Nous nous accordons sur le constat à faire : nous devons mettre un terme aux discriminations et aux inégalités de traitement. Je ferai donc l'économie d'une réponse personnelle à chaque député, pour concentrer ma réponse autour de quatre points soulevés par l'opposition.
Tout d'abord, comme vient de le dire la présidente de la commission, nous n'avons plus le temps d'attendre, de dire : festina lente… Il faudrait, nous dit-on, attendre la grande loi de santé publique. On nous a souvent fait ce coup-là : il serait urgent d'attendre car il faudrait plus de cohérence et plus de globalité dans ce qui est proposé. Mais ce serait trop piecemeal policy, et la réponse est non.
Deuxième réponse : le Président de la République, comme l'a rappelé Serge Letchimy, tenait particulièrement à la visibilité qu'offre un texte de loi. C'est la proposition numéro onze de ses trente engagements pour l'outre-mer, montrant très clairement qu'il entendait précisément prendre en charge ce qui avait été refusé en son temps aux outre-mer.
Troisièmement, compte tenu du calendrier parlementaire et de l'ampleur des problèmes à traiter dans la future loi de santé publique, il est urgent de régler maintenant le problème. En effet, ce texte devrait être présenté à la fin de l'année et peut-être discuté au début de 2014. On ne peut pas attendre encore six mois.
Enfin, il est impératif et urgentissime de traiter les inégalités territoriales de santé, et c'est le cas en l'espèce puisque la proposition de loi traite de discriminations entre ici et là-bas, auxquelles il est important de mettre un terme.
Autre argument évoqué : la démarche incitative serait meilleure et, à cet effet, les chartes d'engagement volontaire pour les progrès nutritionnels seraient préférables à la loi. Je réponds que non car on sait aujourd'hui qu'elles ne sont pas du tout efficaces : chacun attend que l'autre s'engage. C'est en général les petites entreprises qui en prennent l'initiative – tout en disant qu'elles vont perdre des parts de marché –, et lorsqu'elles s'engagent dans les outre-mer, où souvent elles sont franchisées, leur société-mère, elle, n'y est pas engagée, ou vice-versa. Et il faudrait attendre encore et encore : cela fait plus dix ans que nous attendons, depuis 2001… Nous sommes aujourd'hui en 2013 et l'affaire n'est toujours pas réglée. J'ai engagé ce combat avec beaucoup d'autres. Il y a ici des députés impliqués depuis fort longtemps, très militants ; Jean-Marie Le Guen a cité quelques anciens élus, et je pense aussi à Gérard Bapt ici présent, qui a toujours suivi ces problèmes, vigilant partout, sur tous les pans du territoire national, et je le remercie particulièrement.

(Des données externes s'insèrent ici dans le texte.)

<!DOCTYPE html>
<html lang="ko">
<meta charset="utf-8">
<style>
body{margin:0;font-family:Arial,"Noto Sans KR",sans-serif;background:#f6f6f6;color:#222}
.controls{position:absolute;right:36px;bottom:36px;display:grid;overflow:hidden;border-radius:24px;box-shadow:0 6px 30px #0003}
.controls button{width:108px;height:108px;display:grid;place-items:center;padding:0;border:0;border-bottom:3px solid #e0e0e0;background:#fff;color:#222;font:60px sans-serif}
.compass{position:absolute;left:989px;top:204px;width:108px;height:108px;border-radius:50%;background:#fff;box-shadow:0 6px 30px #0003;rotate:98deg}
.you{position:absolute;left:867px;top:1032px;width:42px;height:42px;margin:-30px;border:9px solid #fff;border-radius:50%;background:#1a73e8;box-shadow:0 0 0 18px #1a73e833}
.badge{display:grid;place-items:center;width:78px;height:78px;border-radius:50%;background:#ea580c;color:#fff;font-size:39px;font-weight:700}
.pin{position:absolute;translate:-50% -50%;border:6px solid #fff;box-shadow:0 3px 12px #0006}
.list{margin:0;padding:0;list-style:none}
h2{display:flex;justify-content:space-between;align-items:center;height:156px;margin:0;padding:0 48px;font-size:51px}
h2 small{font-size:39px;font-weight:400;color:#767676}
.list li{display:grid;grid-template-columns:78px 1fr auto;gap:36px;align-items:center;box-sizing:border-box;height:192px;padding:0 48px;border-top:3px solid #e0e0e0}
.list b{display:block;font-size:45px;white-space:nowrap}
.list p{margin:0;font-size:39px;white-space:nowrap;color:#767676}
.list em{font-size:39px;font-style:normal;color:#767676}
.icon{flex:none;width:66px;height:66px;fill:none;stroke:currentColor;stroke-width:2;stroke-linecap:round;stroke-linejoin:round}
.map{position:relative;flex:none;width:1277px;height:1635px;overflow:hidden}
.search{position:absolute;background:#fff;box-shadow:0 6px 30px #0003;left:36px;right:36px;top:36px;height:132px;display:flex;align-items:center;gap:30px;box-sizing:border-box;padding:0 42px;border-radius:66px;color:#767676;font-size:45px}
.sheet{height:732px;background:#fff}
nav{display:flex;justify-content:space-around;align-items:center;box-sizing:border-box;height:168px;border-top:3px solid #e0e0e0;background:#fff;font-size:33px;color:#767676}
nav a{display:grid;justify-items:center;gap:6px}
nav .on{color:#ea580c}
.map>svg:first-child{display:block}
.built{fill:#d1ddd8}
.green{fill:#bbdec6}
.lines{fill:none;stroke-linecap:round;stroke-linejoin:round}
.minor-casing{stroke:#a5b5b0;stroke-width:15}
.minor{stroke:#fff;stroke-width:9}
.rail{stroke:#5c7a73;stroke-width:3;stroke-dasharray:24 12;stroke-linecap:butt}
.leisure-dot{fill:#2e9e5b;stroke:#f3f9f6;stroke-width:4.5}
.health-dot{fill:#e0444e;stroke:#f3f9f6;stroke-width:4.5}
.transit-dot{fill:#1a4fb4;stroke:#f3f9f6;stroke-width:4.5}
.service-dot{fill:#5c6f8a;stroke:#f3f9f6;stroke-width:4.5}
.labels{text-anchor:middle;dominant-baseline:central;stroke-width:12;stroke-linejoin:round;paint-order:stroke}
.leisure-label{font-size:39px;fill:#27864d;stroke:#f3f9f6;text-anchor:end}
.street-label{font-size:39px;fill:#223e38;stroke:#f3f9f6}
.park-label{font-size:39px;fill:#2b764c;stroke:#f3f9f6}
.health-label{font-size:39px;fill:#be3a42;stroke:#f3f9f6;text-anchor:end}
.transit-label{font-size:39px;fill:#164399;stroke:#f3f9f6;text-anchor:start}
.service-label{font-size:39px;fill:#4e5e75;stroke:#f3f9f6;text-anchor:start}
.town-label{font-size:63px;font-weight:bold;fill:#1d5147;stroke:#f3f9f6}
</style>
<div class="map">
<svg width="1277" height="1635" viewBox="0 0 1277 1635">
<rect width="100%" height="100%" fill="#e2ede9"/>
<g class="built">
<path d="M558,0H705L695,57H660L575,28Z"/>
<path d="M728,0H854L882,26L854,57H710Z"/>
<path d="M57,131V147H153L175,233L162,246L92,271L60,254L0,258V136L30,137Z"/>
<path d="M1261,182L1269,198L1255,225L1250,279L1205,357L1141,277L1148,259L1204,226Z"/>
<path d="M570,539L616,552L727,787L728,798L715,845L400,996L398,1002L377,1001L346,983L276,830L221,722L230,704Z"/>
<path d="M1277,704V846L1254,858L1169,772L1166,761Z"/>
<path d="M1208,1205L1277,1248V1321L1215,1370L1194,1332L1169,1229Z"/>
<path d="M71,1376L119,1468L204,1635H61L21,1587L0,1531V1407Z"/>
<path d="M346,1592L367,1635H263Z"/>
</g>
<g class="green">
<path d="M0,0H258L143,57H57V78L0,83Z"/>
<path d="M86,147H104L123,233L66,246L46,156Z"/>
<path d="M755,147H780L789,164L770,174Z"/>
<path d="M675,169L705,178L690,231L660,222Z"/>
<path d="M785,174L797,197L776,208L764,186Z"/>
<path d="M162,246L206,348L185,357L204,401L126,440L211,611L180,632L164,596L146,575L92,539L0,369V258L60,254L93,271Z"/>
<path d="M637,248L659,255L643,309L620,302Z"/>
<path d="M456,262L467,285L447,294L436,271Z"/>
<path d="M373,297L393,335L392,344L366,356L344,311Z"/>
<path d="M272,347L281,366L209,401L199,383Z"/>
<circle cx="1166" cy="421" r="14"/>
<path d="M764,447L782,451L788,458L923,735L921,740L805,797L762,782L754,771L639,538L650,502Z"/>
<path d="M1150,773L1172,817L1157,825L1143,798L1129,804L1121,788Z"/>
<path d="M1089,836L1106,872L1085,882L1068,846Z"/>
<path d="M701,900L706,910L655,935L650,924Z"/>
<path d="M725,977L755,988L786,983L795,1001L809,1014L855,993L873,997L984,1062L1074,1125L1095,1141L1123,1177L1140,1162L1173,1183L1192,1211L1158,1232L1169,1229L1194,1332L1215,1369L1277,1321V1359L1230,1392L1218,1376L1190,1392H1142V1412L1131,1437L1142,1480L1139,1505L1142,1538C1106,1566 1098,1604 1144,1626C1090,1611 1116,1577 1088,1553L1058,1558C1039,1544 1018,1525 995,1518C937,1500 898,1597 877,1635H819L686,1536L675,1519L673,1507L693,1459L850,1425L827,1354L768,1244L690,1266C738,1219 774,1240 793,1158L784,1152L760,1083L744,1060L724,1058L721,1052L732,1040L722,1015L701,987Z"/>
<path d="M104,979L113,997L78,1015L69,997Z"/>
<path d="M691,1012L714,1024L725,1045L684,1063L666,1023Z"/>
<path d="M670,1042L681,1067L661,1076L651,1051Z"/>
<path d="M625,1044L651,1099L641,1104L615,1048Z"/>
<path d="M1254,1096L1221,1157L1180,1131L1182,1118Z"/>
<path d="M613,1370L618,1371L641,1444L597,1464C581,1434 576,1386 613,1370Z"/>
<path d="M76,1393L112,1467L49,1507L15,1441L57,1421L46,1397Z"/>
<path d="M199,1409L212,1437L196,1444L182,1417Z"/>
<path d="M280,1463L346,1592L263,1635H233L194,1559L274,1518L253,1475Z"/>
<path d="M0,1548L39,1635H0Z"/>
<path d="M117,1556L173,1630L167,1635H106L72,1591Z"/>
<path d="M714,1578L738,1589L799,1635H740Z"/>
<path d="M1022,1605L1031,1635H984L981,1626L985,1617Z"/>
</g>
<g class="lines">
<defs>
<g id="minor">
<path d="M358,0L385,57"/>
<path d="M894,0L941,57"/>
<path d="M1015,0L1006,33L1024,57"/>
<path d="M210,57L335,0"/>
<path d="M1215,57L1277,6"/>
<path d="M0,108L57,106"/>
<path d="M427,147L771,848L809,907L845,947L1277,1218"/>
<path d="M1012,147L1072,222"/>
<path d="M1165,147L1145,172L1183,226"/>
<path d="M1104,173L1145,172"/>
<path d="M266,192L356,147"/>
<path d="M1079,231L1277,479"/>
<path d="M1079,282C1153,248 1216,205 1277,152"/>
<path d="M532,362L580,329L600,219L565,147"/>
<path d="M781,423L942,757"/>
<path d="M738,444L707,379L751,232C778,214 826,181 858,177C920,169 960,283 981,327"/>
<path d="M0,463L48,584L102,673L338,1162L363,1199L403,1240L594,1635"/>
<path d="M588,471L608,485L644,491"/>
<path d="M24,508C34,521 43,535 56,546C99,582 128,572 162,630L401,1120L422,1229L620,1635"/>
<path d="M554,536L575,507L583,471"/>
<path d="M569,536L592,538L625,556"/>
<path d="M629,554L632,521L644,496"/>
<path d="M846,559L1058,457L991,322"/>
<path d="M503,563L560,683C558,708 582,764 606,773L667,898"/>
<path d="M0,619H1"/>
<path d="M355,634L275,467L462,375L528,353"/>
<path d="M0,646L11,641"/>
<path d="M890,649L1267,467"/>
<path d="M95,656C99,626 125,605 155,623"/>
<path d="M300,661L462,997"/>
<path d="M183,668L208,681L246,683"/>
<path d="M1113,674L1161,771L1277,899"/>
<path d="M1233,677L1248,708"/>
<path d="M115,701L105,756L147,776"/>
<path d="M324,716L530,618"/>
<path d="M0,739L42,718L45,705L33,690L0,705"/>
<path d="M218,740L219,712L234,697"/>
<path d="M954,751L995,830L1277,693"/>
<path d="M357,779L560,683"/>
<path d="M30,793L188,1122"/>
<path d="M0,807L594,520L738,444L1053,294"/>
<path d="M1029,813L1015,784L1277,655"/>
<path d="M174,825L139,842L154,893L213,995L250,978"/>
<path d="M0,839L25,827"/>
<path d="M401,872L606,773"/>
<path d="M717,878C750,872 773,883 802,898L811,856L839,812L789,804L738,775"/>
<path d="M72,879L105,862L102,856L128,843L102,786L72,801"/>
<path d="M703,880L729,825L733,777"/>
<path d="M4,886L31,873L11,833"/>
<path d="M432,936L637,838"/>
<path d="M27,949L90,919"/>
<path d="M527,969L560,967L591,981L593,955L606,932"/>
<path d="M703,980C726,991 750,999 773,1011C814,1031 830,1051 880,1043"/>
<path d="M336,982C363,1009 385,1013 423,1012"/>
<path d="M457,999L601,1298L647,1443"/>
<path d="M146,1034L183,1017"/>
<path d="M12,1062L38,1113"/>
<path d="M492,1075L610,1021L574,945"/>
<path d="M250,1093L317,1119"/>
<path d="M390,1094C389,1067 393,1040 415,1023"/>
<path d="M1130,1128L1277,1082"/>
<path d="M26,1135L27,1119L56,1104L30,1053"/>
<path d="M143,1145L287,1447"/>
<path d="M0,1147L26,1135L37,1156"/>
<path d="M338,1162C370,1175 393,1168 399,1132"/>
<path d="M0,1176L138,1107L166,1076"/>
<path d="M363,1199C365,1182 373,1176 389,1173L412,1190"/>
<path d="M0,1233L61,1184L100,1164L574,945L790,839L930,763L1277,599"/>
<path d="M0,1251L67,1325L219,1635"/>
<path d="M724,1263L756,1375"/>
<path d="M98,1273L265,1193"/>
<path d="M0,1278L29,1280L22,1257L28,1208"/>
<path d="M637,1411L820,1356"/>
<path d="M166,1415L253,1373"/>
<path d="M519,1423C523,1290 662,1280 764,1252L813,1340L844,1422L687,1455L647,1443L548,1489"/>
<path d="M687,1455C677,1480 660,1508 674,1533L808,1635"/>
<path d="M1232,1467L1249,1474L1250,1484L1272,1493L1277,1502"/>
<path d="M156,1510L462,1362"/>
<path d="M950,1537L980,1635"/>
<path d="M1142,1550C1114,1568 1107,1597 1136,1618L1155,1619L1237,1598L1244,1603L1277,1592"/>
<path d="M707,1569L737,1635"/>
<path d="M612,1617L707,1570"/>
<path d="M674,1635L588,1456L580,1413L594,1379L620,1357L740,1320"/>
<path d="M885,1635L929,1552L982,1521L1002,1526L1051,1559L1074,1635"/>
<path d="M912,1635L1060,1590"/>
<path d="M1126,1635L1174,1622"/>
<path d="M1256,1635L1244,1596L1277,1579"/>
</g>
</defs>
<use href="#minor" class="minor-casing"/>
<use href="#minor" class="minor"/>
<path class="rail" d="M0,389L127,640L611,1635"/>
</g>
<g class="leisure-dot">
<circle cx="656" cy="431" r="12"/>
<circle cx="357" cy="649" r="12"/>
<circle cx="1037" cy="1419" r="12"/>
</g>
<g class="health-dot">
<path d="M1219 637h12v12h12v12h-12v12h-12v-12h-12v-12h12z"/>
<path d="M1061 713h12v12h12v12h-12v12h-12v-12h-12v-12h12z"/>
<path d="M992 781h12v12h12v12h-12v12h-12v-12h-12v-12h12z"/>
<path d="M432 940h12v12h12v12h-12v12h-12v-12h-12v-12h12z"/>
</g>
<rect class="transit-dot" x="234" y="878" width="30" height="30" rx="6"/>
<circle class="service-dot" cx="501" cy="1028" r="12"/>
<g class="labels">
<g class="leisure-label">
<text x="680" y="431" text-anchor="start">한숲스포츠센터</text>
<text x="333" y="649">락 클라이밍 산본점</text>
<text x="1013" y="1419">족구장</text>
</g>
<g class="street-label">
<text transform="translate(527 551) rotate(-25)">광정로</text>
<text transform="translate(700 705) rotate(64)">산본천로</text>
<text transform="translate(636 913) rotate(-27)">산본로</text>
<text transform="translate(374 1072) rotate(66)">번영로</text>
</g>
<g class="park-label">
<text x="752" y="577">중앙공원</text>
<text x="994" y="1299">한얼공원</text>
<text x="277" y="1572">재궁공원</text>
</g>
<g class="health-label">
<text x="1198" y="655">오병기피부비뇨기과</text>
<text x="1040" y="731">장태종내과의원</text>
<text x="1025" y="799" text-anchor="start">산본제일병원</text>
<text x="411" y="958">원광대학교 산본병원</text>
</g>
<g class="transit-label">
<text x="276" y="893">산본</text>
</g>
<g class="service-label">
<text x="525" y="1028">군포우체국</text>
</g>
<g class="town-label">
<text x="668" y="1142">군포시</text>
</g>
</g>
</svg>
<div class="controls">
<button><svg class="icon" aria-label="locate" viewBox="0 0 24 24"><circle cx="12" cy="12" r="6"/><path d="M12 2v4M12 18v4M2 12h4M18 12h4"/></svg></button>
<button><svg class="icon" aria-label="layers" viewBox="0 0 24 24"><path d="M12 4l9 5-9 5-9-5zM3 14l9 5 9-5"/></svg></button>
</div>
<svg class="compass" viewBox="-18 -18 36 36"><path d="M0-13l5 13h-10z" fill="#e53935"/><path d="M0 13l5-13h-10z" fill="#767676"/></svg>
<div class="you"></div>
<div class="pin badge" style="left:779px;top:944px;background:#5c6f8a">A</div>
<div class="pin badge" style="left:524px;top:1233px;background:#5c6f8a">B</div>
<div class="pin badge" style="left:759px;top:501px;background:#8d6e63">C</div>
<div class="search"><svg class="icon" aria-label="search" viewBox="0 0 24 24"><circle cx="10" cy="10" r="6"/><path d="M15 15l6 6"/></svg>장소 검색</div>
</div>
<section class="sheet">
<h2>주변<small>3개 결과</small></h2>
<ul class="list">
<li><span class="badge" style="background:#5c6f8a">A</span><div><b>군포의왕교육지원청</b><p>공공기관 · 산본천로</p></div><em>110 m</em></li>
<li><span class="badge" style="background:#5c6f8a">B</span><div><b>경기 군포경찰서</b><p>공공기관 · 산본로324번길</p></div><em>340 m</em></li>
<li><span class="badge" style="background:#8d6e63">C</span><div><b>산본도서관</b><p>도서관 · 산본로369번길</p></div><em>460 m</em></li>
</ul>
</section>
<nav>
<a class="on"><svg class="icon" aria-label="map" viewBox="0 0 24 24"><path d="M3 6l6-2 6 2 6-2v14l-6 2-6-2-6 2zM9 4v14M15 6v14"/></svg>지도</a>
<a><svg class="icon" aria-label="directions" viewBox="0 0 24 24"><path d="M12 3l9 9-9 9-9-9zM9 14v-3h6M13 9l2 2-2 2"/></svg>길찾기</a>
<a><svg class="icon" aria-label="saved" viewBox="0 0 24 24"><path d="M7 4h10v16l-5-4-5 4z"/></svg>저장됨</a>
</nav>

On nous a toujours dit : « Attendez, la démarche incitative est meilleure. » Celle-ci n'a pourtant pas donné jusqu'ici les résultats probants que nous sommes tous en droit d'attendre.
À ceux qui pensent que des arrêtés auraient dû être pris en lieu et place de cette proposition de loi, je rappelle que M. Xavier Bertrand avait dit qu'il les prendrait et qu'il ne l'a pas fait. L'ancienne majorité a été au pouvoir pendant dix ans, et elle n'a pas pris d'arrêtés. De toute façon, madame Louwagie, ceux-ci n'auraient pas répondu à la problématique, parce que nous touchons tout de même au domaine des libertés publiques : la liberté du commerce et la liberté d'entreprendre. Il convient donc de le faire par voie législative.
Et puis j'ai aussi entendu que les entreprises métropolitaines seraient pénalisées parce qu'elles ne pourraient plus exporter outre-mer ou se retrouveraient en position de faiblesse par rapport aux autres entreprises européennes. Permettez-moi de n'y pas croire puisque, avec les navires réfrigérés et les porte-conteneurs, l'acheminement des produits met cinq à sept jours, dix au plus. Dans cette affaire, il y a réciprocité et non pas asymétrie : par exemple, les yaourts « Comté de Lohéac », faits avec du sucre de canne et particulièrement prisés là-bas, pourraient être exportés ici, et ils seraient alors logés à la même enseigne, soumis au même régime, que les yaourts métropolitains exportés dans les outre-mer. Il n'y aura pas d'inégalité de traitement ; tout au plus ceux-ci perdraient-ils cinq à sept jours, au grand maximum dix, le temps de l'acheminement, par rapport aux yaourts « Comté de Lohéac ».
Enfin, j'ai souvent entendu dans cet hémicycle que les Ultramarins auront des produits américains : non, car tous les produits seront soumis au même régime.
Par ailleurs, ce texte répond parfaitement aux objectifs de portée constitutionnelle que sont la protection de la santé, la protection de la mère et celle de l'enfant.
Oui, il faut un texte de loi pour légiférer sur la liberté des échanges, et l'article 20 du fameux GATT, devenu l'OMC, permet, pour des motifs de santé publique, à un État d'édicter des conditions et des contraintes à l'exercice de ladite liberté.
Je conclus en soulignant, mesdames, messieurs les députés, que la proposition de loi a été excellemment présentée et retravaillée. Au-delà des dates limites de consommation, une disposition considérable figure dans le texte : l'article 4 dispose que les possibilités d'approvisionnement direct sont obligatoirement prises en compte pour l'attribution des marchés publics de restauration collective. Il y aura des circuits courts, donc de la fraîcheur et moins d'émission de CO2. Tout en respectant la législation communautaire et la législation nationale, nous pourrons ainsi prioriser le développement de la production locale. Si les entreprises parviennent, notamment dans l'agriculture et l'agroalimentaire, à s'organiser à bref délai, elles pourront résoudre le problème des économies d'échelle dans les territoires insulaires, où l'étendue du marché n'est pas suffisamment large, car la restauration collective est un marché de taille suffisante pour produire des économies d'échelle et pour développer des filières structurées.
C'est un excellent texte, bien préparé et bien présenté. (Applaudissements sur les bancs du groupe SRC.)